Why Do UK House Prices Vary So Much?
The United Kingdom is an astonishing, although far from unique, country in how unevenly its property market is spread. The UK property values are incredibly diverse. Several years ago, the local authorities in Liverpool made national headlines by putting entire streets of houses up for sale at the princely price of £1 for a house (on condition that the buyer moved in and renovated their newly bought homes). Yet two hours by train down in London, you will find the world’s most valuable residential property – Buckingham Palace. It is worth over a billion times more.
The reason this small island has come to be home to houses valued at £1 and others valued at £1 billion (admittedly this is the exception rather than the rule) is down to an interesting mix of history and geography. Don’t worry. This is not a crash course in UK property, but more of a tour of Britain’s craziest property prices, and a few interesting facts as to why things are the way they are.
All roads lead to London
Brits often complain about the dominance of the capital city. Other large cities like Cardiff, Edinburgh and Leeds very reasonably complain that they are not given the attention they deserve and that funds and people are funnelled towards London on an industrial scale. This may be true, but we forget that London would be the top city pretty much wherever it was – if it was an Asian city, it would dominate economically; if it was a city in continental Europe, its sheer wealth and the size of its economy would set it apart (as would its huge population). In fact, it is only New York that poses a serious challenge to London’s claim to be the world’s ‘capital’.
The result of having such a large city in the south-east corner of England is that the UK property values are strangely lopsided. House builders scramble to build – and, more importantly, sell – in London’s sprawling suburbs. Anywhere with a quick and direct railway line into London has already been stuffed full of commuter estates. Increasingly, even towns and villages well into ‘middle England’ are being subjected to the same invasion of city-based families. The resulting property market has reshaped entire communities.
The jury is out on whether this state of affairs will continue. Within London, plenty of new businesses are already shifting from the more desirable areas, in search of lower rents. Ambitious first-time buyers are choosing locations based on speculations of where new railway stations may eventually be built, in the hope of huge dividends when prices rise. For property owners who are lucky, new investments in their neighbourhoods mean big cash windfalls. For people in central London without high incomes, rising rents are making entire boroughs unaffordable and causing communities to disappear.
Maggie Thatcher’s Farm
As well as an interesting geography, the United Kingdom has a pretty colourful history. Over the last fifty or sixty years, the country has gone through a series of political revolutions that have shaken up the property market profoundly. Postwar town planners decreed half a century ago that the population should be more ‘evenly distributed’, leading to crazy policies including a government directive stopping Birmingham from expanding (businesses were not even allowed to open new facilities, leading to huge economic damage). With much of England, Wales and Scotland still content to leave the high life to London, property prices stayed low and investment in property was scarce.

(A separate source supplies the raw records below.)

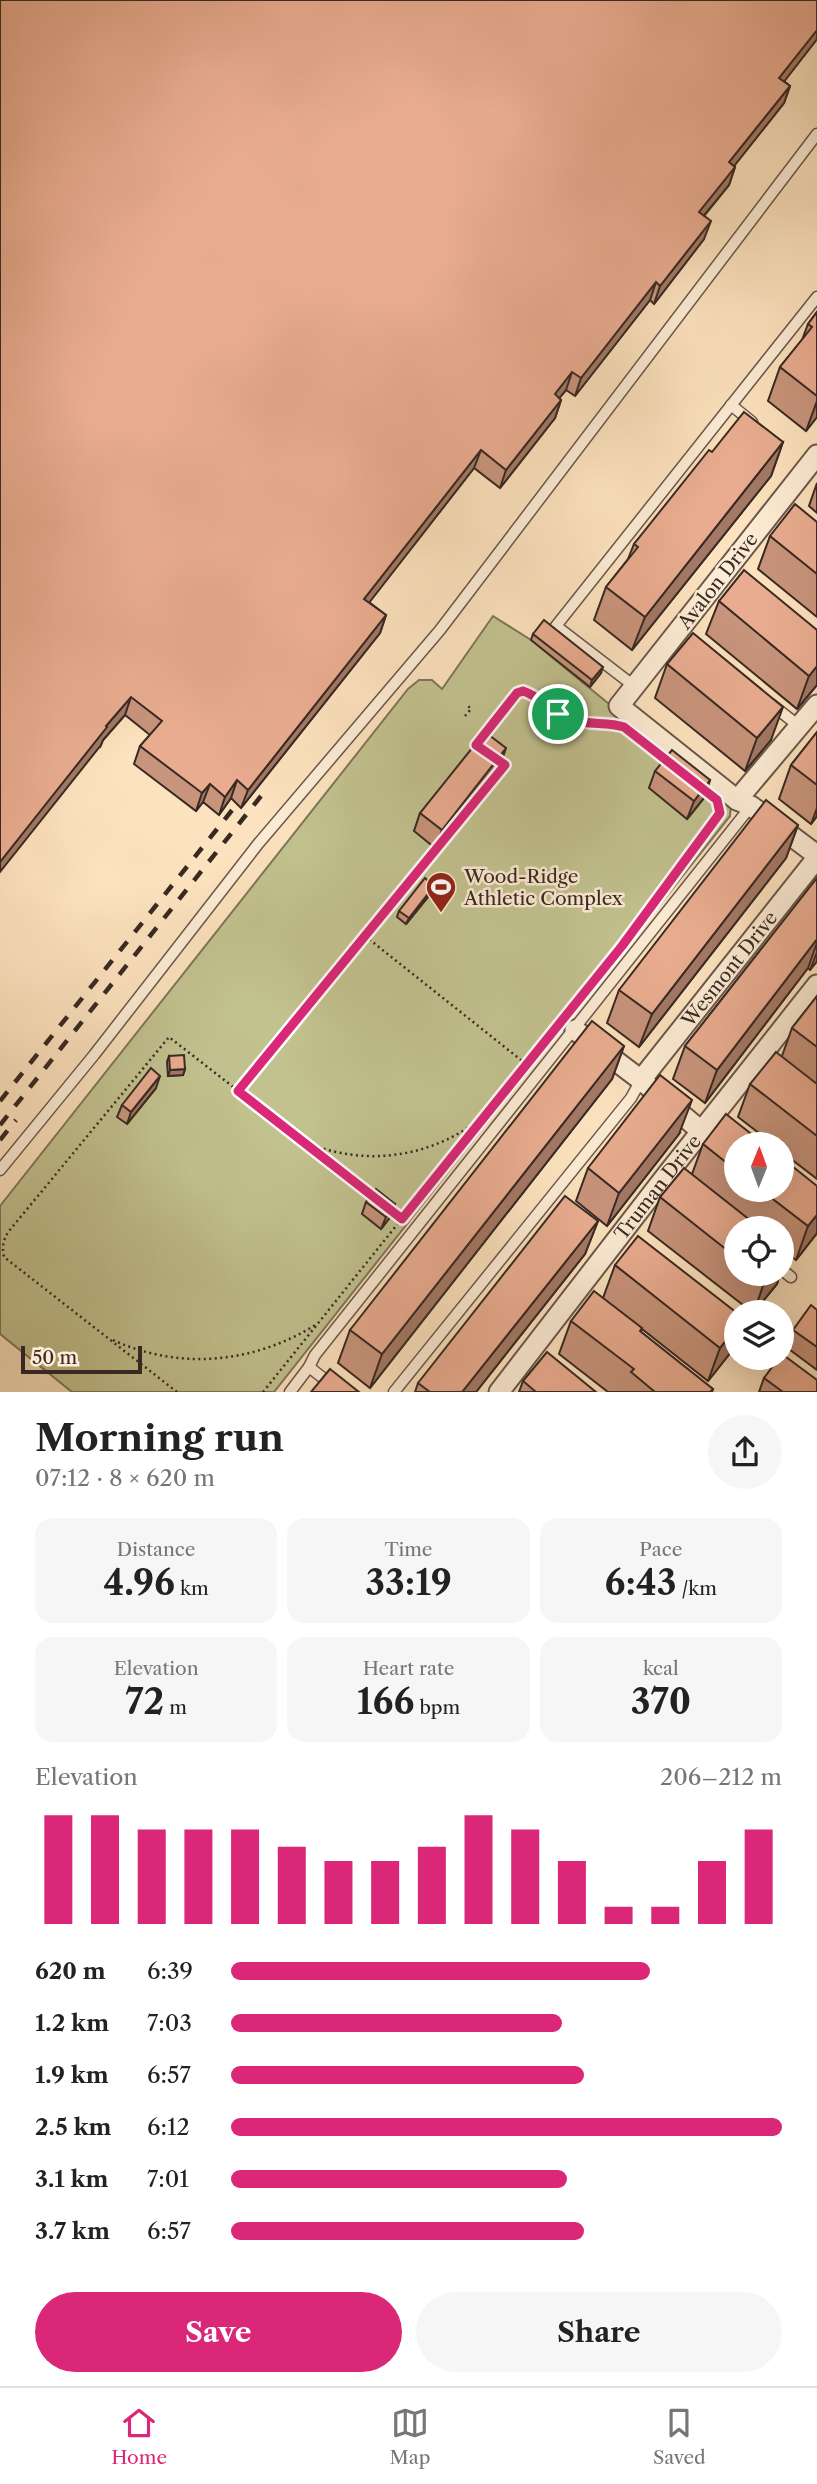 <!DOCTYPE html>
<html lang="en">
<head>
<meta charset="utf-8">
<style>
  :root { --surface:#fff; --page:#f6f6f6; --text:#222; --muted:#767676; --line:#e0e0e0; --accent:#db2777 }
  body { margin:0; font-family:"Libre Caslon Text",serif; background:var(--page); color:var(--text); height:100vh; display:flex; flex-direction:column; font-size:26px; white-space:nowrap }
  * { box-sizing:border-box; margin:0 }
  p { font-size:23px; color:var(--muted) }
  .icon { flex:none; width:38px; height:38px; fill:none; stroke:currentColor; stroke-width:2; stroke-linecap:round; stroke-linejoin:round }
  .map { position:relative; height:1392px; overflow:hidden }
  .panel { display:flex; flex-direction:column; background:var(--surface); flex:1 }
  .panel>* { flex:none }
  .needle { width:46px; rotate:1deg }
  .tools { position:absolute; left:724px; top:1132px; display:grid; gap:14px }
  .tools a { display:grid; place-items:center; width:70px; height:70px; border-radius:50%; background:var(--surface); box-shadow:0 7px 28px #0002; font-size:35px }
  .scale { position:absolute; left:21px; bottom:18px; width:121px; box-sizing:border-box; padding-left:7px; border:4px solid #382923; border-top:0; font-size:19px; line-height:24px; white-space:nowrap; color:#382923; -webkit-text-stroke:5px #fdecd5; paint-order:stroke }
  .pin { position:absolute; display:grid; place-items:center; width:60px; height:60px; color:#fff; margin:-30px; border:4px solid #fff; border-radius:50%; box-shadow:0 2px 7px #0007 }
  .round { display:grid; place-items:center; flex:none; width:74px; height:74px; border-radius:37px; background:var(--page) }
  .headline { display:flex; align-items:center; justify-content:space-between; height:119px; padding:0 35px }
  h1 { font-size:38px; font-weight:700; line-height:52px }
  .metrics { display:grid; grid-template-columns:repeat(3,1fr); gap:10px; height:119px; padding:7px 35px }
  .metrics div { display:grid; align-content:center; border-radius:18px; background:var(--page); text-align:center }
  .metrics b { font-size:35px; font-weight:700 }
  .metrics small { font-size:19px; font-weight:400 }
  .metrics p { font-size:19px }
  .chart { height:196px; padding:14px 35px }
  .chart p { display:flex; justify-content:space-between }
  .chart svg { width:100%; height:126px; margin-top:7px; stroke:var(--accent); stroke-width:6 }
  .cta { display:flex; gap:14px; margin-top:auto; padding:14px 35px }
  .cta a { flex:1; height:80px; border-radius:42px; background:var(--accent); color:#fff; font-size:28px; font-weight:700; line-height:80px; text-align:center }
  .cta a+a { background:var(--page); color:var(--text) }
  ul { padding:0 35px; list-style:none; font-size:23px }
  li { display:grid; grid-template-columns:112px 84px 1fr; align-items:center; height:52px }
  li i { height:18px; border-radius:9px; background:var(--accent) }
  .tabs { display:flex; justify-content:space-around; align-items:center; height:98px; border-top:2px solid var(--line); background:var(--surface); font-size:19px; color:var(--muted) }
  .tabs a { display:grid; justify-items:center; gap:4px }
  .tabs .current { color:var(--accent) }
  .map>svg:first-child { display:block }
  .green { fill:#c2c28f; stroke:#7d7659; stroke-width:2 }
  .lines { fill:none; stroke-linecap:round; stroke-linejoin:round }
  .service-casing { stroke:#69574a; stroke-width:13 }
  .minor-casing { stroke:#69574a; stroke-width:23 }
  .path { stroke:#382923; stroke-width:2.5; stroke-dasharray:2 3.5; stroke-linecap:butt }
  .service { stroke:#fdecd5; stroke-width:10 }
  .minor { stroke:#fdecd5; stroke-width:19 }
  .rail { stroke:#382923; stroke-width:4.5; stroke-dasharray:12 12; stroke-linecap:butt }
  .wall { fill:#c8947c; stroke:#382923; stroke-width:2 }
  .shaded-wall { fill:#a37865; stroke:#382923; stroke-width:2 }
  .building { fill:#e9ac90; stroke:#382923; stroke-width:2 }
  .route-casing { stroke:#fff; stroke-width:14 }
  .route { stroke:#db2777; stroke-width:9 }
  .labels { text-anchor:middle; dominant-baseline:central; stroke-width:5; stroke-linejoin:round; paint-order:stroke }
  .street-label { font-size:19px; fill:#382923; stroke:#fdecd5 }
  .poi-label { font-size:19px; fill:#382923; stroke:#fdecd5; text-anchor:start }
</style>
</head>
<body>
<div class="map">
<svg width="817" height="1392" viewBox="0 0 817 1392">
  <rect width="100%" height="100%" fill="#fce2be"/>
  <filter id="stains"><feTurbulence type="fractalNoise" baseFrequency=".00286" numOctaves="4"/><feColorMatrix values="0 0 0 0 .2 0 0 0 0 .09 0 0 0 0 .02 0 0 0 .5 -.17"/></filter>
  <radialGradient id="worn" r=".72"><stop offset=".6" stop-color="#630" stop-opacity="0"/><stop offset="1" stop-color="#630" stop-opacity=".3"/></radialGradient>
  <path class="green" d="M493,616L531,640L731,804L730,816L274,1392H72L0,1334V1206L408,689L419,680H432L442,689Z"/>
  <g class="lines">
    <g class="service-casing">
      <g id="service">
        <path d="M731,405L752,422"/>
        <path d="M634,686L556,626L817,297"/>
        <path d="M772,705L799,726"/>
        <path d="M0,1170L94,1055L258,844L440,630L817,134"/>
        <path d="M782,1270L791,1277"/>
        <path d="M309,1367L315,1355L751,806"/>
        <path d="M290,1392L309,1367L341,1392"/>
        <path d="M394,1392L631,1098L641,1080"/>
      </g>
    </g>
    <g class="minor-casing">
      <g id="minor">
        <path d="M817,455L619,706L737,800L751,806L817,855"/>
        <path d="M737,800L817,705"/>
        <path d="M575,1030L641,1080L701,1131"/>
        <path id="s1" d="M641,1080L817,858"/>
        <path id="s2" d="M499,1392L665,1177L817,985"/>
      </g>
    </g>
    <g class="path">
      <path d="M465,716L471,709L466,704"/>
      <path d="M484,735L519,691C534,692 545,707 557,713C575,723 592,724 612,724"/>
      <path d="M365,936L526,1064"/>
      <path d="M565,1014L622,945L719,817L720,808"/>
      <path d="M238,1091L505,765L500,762"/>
      <path d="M303,1141C362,1167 426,1159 478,1121"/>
      <path d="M391,1210L402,1219"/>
      <path d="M113,1340C181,1371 255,1363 317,1324"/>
      <path d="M177,1392L4,1257C2,1247 3,1240 9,1231L169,1037L372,1195"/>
      <path d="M263,1392L557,1025"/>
    </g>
    <use href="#service" class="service"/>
    <use href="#minor" class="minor"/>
    <g class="rail">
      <path d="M0,1101L237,804"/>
      <path d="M0,1125L261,796"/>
      <path d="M0,1140L16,1120"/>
    </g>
  </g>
  <g class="wall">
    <path d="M0,0H817V39L784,81L790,86L784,103L734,166L735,167L729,185L704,216V239L654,304L650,300L575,396L566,390L559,398L561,400L555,418L500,488L474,468L369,602L386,615L380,633L241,808L231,798L219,815L203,802L196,811L134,764L140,746L150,735L125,715L103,740L101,745Z"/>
    <path d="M817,312V417L806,431L768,401L780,367L802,340L808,324Z"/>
    <path d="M783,442L771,476L632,650L594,620L606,587L628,559L634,544L712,452Z"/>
    <path d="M817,483V513L809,506Z"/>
    <path d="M817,522V617L758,569L770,536Z"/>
    <path d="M719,601L817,630V685L797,709L706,634Z"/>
    <path d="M533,634L601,673L590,687L531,640Z"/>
    <path d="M667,664L771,740L745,771L655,698Z"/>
    <path d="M817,732V816L811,824L779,799L791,765Z"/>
    <path d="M500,766L435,848L414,831L420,813Z"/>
    <path d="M655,771L710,780L704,798L687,819L649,788Z"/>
    <path d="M798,825L786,858L639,1047L607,1023L619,990Z"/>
    <path d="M817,878V961L810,970L808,968L705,1103L673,1079L685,1046Z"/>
    <path d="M434,886L432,892L406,924L397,917L399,911Z"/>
    <path d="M817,996V1179L782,1152V1144H773L738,1117L750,1084L782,1056L792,1028Z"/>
    <path d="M624,1046L612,1079L370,1388L338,1363L350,1330Z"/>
    <path d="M169,1056L185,1069L183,1075L168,1076L167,1062Z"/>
    <path d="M156,1088L127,1124L117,1117L122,1105Z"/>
    <path d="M679,1134L607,1226L576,1201L588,1168Z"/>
    <path d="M703,1144H737V1190H782L817,1186V1233L796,1260L788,1254L782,1268V1228H737V1274H780L777,1284L754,1312H752L648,1231L660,1197L692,1174Z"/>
    <path d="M366,1202L395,1204L391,1216L381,1229L362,1214Z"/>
    <path d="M598,1221L585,1254L476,1392H415L418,1383Z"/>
    <path d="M615,1265L731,1352L708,1381L642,1329L641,1332L713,1389L712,1392H608L559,1354L571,1321L603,1298Z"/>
    <path d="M817,1310V1370L786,1347L793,1330Z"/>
    <path d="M764,1378L817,1392H759Z"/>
    <path d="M523,1381L596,1392H519Z"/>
  </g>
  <g class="shaded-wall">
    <path d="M817,30V39L773,96L779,78Z"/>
    <path d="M790,86L784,103L723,180L729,162Z"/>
    <path d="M735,167L729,185L692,230L699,212Z"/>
    <path d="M711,221L704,239L654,304L660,286Z"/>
    <path d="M656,282L650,300L575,396L581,378Z"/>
    <path d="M572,372L566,390L548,412L555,394Z"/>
    <path d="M561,400L555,418L500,488L506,470Z"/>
    <path d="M817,401V417L806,431Z"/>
    <path d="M783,442L771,476L632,650L645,617Z"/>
    <path d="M481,450L474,468L358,617L364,599Z"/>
    <path d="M386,615L380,633L241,808L248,790Z"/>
    <path d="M817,666V685L797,709L809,676Z"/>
    <path d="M603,667L601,673L590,687L592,680Z"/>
    <path d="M131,697L125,715L103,740L101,745L0,872V862L106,726Z"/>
    <path d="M783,707L771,740L745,771L757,738Z"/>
    <path d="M506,748L500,766L435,848L442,830Z"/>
    <path d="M237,780L231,798L219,815L225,797Z"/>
    <path d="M710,780L704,798L687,819L694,801Z"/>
    <path d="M210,784L203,802L196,811L202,793Z"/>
    <path d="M817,808V816L811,824Z"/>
    <path d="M798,825L786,858L639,1047L652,1014Z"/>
    <path d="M434,886L432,892L406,924L409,918Z"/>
    <path d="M817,939V943L808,968L705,1103L717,1070Z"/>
    <path d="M817,952V961L810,970Z"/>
    <path d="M624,1046L612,1079L370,1388L382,1354Z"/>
    <path d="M185,1069L183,1075L168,1076L170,1070Z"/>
    <path d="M160,1076L156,1088L127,1124L131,1112Z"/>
    <path d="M692,1100L679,1134L607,1226L619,1193Z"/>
    <path d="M395,1204L391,1216L381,1229L386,1217Z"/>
    <path d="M817,1215V1233L796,1260L808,1226Z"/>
    <path d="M598,1221L585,1254L476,1392H462Z"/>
    <path d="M789,1251L782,1268V1259Z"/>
    <path d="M770,1274H780L777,1284L754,1312L765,1280Z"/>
    <path d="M737,1327V1337L731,1352L708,1381L720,1348Z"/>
  </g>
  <g class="building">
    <path d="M0,0H817V30L779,78L790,86L729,162L735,167L699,212L711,221L660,286L656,282L581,378L572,372L555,394L561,400L506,470L481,450L364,599L386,615L248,790L237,780L225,797L210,784L202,793L140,746L162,721L131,697L106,726L107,727L0,862Z"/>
    <path d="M817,312V396L780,367L812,327L808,324Z"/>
    <path d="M744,412L783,442L645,617L606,587L638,547L634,544L709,450L712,452Z"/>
    <path d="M795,504L817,522V574L770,536Z"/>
    <path d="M744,570L817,630V666L809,676L719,601Z"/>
    <path d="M544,620L603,667L592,680L533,634Z"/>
    <path d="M693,633L783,707L757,738L667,664Z"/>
    <path d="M485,732L506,748L442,830L420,813Z"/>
    <path d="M817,732V785L791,765Z"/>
    <path d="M672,750L710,780L694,801L655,771Z"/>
    <path d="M766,800L798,825L652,1014L619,990Z"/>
    <path d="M425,878L434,886L409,918L399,911Z"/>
    <path d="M817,878V939L717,1070L685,1046Z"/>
    <path d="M817,996V1047L792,1028Z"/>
    <path d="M592,1021L624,1046L382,1354L350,1330Z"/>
    <path d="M776,1052L817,1084V1136L750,1084Z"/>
    <path d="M184,1055L185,1069L170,1070L169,1056Z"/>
    <path d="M151,1068L160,1076L131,1112L122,1105Z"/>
    <path d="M660,1075L692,1100L619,1193L588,1168Z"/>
    <path d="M726,1114L764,1144H737V1171L703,1144Z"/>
    <path d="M782,1158L817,1186V1215L808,1226L761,1190H782Z"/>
    <path d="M684,1168L760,1228H737V1258L660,1197Z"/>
    <path d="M376,1189L395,1204L386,1217L366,1202Z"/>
    <path d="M565,1196L598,1221L462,1392H430L418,1383Z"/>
    <path d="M638,1236L737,1313V1327L720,1348L615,1265Z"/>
    <path d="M782,1246L789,1251L782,1259Z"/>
    <path d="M757,1274H770L765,1280Z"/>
    <path d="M594,1291L642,1328L640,1331L713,1389L710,1392H655L631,1372L634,1369L571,1321Z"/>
    <path d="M811,1305L817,1310V1347L793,1330Z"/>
    <path d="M547,1352L596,1392H536L523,1381Z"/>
    <path d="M782,1354L817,1380V1392H783L764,1378L779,1358H782Z"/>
    <path d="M330,1369L359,1392H311Z"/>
  </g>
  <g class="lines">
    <g class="route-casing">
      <path id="route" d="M523,691C540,696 552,713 570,719C588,726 607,721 624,727L717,800L720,813L622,946L402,1219L238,1091L505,765L476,745L517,693Z"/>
    </g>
    <use href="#route" class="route"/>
  </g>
  <defs>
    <g id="stadium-pin" transform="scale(1.575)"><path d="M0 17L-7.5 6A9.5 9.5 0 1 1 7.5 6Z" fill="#8f2418" stroke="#fdecd5"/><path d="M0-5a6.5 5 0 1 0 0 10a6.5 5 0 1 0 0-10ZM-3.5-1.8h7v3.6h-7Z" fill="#fff"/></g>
  </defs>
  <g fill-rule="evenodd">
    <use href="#stadium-pin" x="441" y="887"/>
  </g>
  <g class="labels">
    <g class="street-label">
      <text transform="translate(718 581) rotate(-52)">Avalon Drive</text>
      <text stroke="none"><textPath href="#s1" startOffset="142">Wesmont Drive</textPath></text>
      <text stroke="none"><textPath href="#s2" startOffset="259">Truman Drive</textPath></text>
    </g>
    <g class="poi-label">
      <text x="464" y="876">Wood-Ridge<tspan x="464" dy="22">Athletic Complex</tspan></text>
    </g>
  </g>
  <rect width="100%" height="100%" filter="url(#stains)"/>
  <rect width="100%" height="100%" fill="url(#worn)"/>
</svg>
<div class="tools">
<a><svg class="needle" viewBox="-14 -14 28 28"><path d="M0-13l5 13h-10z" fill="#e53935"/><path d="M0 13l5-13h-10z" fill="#767676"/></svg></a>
<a><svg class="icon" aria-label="locate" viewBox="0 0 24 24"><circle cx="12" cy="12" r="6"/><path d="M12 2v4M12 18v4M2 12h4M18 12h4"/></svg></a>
<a><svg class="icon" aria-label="layers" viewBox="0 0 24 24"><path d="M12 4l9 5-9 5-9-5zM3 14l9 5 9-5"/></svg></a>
</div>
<div class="scale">50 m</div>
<div class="pin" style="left:558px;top:714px;background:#1e9e55"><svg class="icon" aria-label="arrive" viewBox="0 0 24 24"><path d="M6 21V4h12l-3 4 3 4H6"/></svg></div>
</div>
<section class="panel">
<div class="headline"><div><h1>Morning run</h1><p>07:12 · 8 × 620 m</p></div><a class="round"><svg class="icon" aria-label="share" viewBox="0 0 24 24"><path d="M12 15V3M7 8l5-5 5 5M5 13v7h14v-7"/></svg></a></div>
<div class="metrics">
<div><p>Distance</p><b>4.96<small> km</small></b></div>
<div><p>Time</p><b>33:19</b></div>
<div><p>Pace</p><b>6:43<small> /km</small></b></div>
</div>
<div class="metrics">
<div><p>Elevation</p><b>72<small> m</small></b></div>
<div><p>Heart rate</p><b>166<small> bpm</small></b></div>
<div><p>kcal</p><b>370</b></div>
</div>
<div class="chart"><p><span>Elevation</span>206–212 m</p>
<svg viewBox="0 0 160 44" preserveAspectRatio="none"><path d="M5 44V6M15 44V6M25 44V11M35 44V11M45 44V11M55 44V17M65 44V22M75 44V22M85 44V17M95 44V6M105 44V11M115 44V22M125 44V38M135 44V38M145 44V22M155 44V11"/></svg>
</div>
<ul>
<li><b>620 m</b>6:39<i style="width:76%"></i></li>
<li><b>1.2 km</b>7:03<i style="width:60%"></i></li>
<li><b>1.9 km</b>6:57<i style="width:64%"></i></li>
<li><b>2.5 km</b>6:12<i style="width:100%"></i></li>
<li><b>3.1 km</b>7:01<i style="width:61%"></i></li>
<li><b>3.7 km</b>6:57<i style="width:64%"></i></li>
</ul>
<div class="cta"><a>Save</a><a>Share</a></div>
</section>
<nav class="tabs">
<a class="current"><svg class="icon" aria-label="home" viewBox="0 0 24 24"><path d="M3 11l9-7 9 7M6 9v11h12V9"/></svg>Home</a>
<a><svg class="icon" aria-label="map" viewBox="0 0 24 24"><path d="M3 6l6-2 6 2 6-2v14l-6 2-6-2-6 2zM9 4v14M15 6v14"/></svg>Map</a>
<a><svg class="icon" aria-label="saved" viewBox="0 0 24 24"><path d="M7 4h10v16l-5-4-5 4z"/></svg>Saved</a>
</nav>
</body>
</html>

After the dramatic shaking-up of Britain’s economy under Margaret Thatcher, this all changed. Suddenly the big cities were booming and city folk, with newly fattened wallets and a hankering for the countryside, bought into towns and villages around the country for second homes or to put down roots and start families. Money poured into rural communities, with good and bad effects. Many hitherto neglected communities had a new lease of life. On the other hand, farming communities and traditional manufacturing industries were famously decimated. Entire communities in parts of the country were gutted, while in other areas quiet towns and villages suddenly became property hotspots.
London Property Market
If the changing shape of today’s London economy is an indication of how the UK property values will change, it may be a sign of good news on the horizon. More and more of the cutting-edge new small businesses being set up are in incredibly mobile, footloose industries – technology companies, specialist services and the information economy are all pretty much free to work where they please. While the allure of central London will persuade some to fork out extra for the capital’s ever-rising rents, plenty of other businesses are already moving out into the country. The government has even promised to make rural broadband a priority, realising that plenty of property buyers would move out into the great British countryside if only they could get a decent phone signal and stream their favourite BBC soaps.
In the end, what do all these UK property values’ madness mean for investors? Only time will tell.